Run Prime95 (ONLY version 26.6) and choose the "Small FFT test option". Run this for 15 minutes while monitoring your core/package temperatures to verify that you do not exceed the thermal specifications of your CPU.

(This should be considered to be 80°C for most generations of Intel processor and for current Ryzen CPUs. For older AMD FX and Phenom series, you should use a thermal monitor that has options for "Distance to TJmax" and you want to NOT see distance to TJmax drop below 10°C distance to TJmax. Anything that is MORE than 10°C distance to TJmax is within the allowed thermal envelope.)

If your CPU passes the thermal compliance test, move on to stability.

Download and install Realbench. Run Realbench and choose the Stress test option. Choose a value from the available memory (RAM) options that is equal to approximately half of your installed memory capacity. If you have 16GB, choose 8GB. If you have 8GB, choose 4GB, etc. Click start and allow the stability test to run for 8 hours. Do not plan to use the system for ANYTHING else while it is running. It will run realistic AVX and handbrake workloads and if it passes 8 hours of testing it is probably about as stable as you can reasonably expect.
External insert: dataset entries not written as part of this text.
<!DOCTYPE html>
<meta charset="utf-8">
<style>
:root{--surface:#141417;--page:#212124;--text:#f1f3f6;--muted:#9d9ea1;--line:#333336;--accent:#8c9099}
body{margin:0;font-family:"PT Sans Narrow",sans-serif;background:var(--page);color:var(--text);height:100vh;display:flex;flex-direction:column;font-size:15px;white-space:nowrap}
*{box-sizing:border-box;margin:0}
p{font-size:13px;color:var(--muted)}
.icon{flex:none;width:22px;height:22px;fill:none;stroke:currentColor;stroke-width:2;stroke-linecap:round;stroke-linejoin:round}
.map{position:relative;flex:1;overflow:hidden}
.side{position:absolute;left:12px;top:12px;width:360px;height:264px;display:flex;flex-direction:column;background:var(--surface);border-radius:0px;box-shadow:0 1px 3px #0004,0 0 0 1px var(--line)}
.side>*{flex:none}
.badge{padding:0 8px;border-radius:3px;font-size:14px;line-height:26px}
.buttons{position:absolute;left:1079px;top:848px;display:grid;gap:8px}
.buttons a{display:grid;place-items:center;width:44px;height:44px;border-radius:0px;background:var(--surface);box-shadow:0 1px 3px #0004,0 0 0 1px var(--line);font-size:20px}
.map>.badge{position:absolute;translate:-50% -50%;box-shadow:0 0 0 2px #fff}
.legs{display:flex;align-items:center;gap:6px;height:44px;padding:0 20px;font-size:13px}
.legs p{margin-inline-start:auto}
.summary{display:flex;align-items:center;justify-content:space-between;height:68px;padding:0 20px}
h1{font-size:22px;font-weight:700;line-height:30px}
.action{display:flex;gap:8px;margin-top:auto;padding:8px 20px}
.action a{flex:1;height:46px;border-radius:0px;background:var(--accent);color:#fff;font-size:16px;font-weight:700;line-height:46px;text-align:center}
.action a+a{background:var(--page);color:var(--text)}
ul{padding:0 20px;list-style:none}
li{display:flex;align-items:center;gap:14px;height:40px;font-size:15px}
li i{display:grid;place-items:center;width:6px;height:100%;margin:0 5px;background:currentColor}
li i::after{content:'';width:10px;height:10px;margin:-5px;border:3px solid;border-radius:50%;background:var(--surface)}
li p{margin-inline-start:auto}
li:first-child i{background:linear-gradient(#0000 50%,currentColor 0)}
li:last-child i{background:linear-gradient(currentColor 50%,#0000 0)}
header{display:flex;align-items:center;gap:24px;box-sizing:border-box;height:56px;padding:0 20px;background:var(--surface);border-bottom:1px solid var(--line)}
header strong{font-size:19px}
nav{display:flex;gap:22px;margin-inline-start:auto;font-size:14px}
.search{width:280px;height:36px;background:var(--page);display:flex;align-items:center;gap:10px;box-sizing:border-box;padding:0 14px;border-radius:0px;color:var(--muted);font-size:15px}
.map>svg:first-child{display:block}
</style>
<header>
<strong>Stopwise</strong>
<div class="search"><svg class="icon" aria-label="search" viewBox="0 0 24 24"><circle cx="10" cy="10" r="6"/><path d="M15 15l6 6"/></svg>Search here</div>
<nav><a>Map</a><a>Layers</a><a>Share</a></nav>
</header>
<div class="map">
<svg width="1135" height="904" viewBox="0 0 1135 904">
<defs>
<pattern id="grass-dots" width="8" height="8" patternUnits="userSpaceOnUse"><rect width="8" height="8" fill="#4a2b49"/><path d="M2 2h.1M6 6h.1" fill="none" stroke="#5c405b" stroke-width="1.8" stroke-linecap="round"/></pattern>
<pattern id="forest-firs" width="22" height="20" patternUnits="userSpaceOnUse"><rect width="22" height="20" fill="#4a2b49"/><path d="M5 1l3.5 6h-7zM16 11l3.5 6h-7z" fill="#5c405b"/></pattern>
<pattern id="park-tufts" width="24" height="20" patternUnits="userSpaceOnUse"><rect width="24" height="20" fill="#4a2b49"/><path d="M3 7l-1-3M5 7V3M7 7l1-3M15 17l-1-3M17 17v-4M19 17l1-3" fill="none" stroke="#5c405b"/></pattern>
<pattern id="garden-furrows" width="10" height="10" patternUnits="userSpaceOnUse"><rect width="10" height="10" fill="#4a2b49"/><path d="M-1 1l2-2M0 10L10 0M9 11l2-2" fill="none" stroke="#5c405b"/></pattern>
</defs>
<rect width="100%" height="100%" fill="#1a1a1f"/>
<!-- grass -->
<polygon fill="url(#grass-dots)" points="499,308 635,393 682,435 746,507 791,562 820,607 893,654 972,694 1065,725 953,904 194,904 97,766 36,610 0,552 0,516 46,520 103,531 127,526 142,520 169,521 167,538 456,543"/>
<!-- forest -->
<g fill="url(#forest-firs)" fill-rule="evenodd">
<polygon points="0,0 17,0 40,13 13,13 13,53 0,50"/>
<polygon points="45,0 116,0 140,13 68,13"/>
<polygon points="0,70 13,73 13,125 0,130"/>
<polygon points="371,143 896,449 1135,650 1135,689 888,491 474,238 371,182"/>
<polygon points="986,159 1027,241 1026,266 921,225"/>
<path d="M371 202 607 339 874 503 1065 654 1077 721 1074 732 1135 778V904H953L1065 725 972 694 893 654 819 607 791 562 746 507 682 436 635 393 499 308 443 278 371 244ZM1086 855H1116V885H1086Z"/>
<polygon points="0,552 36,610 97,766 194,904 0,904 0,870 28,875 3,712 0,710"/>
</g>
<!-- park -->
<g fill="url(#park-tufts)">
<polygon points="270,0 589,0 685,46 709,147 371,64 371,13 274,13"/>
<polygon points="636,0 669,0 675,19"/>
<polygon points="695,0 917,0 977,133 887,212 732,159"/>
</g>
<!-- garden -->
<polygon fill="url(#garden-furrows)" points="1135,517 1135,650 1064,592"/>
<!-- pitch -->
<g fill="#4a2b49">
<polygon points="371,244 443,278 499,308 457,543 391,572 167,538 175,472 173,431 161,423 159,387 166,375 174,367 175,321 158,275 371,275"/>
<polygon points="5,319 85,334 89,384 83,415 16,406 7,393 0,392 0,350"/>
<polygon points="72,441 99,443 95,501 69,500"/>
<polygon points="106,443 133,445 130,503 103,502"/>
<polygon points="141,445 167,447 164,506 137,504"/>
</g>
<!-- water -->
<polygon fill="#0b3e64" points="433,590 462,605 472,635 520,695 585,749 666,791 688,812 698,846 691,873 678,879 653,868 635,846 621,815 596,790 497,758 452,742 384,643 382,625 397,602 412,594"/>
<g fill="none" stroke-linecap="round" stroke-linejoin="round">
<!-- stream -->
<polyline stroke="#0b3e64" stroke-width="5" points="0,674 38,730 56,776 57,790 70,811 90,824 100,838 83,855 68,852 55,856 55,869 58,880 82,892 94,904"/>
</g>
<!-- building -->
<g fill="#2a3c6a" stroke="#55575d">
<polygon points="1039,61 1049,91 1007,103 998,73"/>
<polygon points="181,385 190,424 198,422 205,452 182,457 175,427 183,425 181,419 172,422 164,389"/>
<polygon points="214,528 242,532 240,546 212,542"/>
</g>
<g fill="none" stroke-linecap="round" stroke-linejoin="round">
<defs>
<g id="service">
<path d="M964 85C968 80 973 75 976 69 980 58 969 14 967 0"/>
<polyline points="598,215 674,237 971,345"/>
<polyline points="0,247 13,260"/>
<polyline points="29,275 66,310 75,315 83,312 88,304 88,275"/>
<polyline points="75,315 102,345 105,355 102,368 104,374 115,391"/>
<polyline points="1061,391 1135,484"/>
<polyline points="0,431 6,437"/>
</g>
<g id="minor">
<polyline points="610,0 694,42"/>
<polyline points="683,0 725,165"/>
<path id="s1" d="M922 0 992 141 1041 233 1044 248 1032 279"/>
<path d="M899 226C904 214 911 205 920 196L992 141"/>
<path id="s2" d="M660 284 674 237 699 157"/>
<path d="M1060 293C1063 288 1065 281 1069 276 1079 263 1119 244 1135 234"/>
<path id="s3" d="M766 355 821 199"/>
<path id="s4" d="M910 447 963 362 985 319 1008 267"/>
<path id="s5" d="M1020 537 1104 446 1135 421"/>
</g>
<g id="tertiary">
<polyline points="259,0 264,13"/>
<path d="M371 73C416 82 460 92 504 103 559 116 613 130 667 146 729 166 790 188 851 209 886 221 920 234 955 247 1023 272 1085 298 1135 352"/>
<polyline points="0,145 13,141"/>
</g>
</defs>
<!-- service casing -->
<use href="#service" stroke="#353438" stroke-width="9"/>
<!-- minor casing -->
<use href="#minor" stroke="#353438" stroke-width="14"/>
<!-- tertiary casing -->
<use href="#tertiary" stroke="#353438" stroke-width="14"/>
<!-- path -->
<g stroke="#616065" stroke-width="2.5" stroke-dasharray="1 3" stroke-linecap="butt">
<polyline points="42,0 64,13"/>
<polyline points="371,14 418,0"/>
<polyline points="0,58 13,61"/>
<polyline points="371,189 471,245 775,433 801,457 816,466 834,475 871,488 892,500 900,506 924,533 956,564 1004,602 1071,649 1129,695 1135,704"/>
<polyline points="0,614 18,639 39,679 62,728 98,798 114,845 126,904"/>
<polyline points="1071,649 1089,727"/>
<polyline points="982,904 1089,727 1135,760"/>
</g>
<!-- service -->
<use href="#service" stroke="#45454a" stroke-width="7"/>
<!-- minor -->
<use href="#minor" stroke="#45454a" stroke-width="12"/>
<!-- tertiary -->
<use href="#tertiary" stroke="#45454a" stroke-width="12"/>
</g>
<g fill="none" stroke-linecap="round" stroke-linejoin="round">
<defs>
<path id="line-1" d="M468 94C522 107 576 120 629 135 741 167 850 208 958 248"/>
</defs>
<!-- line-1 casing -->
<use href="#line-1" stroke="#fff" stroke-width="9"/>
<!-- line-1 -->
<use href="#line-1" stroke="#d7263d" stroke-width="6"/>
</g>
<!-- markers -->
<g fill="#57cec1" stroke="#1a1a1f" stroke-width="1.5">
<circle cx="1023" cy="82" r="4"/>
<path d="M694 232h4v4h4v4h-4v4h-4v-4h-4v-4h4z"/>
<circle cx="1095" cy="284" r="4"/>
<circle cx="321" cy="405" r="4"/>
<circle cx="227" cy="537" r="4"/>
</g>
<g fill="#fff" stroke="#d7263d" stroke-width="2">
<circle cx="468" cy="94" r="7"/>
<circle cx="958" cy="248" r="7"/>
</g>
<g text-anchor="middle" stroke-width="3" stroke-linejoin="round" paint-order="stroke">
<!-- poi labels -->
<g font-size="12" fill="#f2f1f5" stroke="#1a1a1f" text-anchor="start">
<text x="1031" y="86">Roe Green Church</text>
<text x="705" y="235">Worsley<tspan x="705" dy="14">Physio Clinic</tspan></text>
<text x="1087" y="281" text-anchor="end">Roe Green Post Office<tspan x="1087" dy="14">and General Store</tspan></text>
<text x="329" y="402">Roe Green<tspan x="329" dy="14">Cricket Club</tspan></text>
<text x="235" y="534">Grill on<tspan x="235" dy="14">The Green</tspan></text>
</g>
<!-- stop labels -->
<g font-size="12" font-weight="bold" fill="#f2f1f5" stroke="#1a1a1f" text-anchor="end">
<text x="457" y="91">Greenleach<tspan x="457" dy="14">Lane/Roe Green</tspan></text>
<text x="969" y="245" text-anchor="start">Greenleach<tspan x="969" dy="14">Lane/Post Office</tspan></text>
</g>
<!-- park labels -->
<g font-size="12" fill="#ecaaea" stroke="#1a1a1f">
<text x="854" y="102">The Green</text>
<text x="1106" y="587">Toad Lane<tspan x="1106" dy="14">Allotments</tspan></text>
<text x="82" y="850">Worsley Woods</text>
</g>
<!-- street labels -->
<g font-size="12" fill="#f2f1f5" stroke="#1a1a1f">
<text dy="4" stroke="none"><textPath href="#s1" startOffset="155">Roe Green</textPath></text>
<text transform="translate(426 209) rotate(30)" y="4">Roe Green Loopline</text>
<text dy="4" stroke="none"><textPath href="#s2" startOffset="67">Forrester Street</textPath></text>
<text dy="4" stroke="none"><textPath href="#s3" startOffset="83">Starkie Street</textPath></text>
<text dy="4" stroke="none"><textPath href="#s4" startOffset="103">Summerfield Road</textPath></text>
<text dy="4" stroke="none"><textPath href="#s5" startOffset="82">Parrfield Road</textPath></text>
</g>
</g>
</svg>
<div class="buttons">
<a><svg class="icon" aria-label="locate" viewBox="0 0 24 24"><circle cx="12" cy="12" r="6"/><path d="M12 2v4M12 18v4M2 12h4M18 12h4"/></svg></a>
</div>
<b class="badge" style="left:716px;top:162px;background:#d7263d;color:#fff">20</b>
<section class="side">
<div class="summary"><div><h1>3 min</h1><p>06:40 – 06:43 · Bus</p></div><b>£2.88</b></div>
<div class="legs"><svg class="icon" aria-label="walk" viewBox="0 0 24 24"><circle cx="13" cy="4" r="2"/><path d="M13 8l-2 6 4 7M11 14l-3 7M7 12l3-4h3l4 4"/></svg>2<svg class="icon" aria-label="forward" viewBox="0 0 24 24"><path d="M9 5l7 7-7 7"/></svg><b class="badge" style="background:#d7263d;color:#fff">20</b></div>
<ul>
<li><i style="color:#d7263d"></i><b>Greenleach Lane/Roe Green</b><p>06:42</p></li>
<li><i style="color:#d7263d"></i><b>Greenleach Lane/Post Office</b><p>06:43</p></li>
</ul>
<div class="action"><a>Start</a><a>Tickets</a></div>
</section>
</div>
If you wish to check stability further you can run 12-24 hours of Prime95 Blend mode or Small FFT.

You do not need to simultaneously run HWinfo or CoreTemp while running Realbench as you should have already performed the thermal compliance test PLUS Realbench will show current CPU temperatures while it is running.

If you run the additional stability test using Prime95 Blend/Small FFT modes for 12-24 hours, you will WANT to also run HWinfo alongside it. Monitor HWinfo periodically to verify that no cores/threads are showing less than 100% usage. If it is, then that worker has errored out and the test should be stopped.

If you find there are errors on ANY of the stability tests including Realbench or Prime95, or any other stress testing utility, you need to make a change in the bios. This could be either dropping the multiplier to a lower factor or increasing the voltage while leaving the multiplier the same. If you change voltage or multiplier at ANY time, you need to start over again at the beginning and verify thermal compliance again.

A more in depth but general guide that is still intended for beginners or those who have had a small amount of experience overclocking can be found here:


*CPU overclocking guide for beginners
Thanks so much for all that info that is really helpful. I think I'll give it another go when I have the time for it. Much appreciated!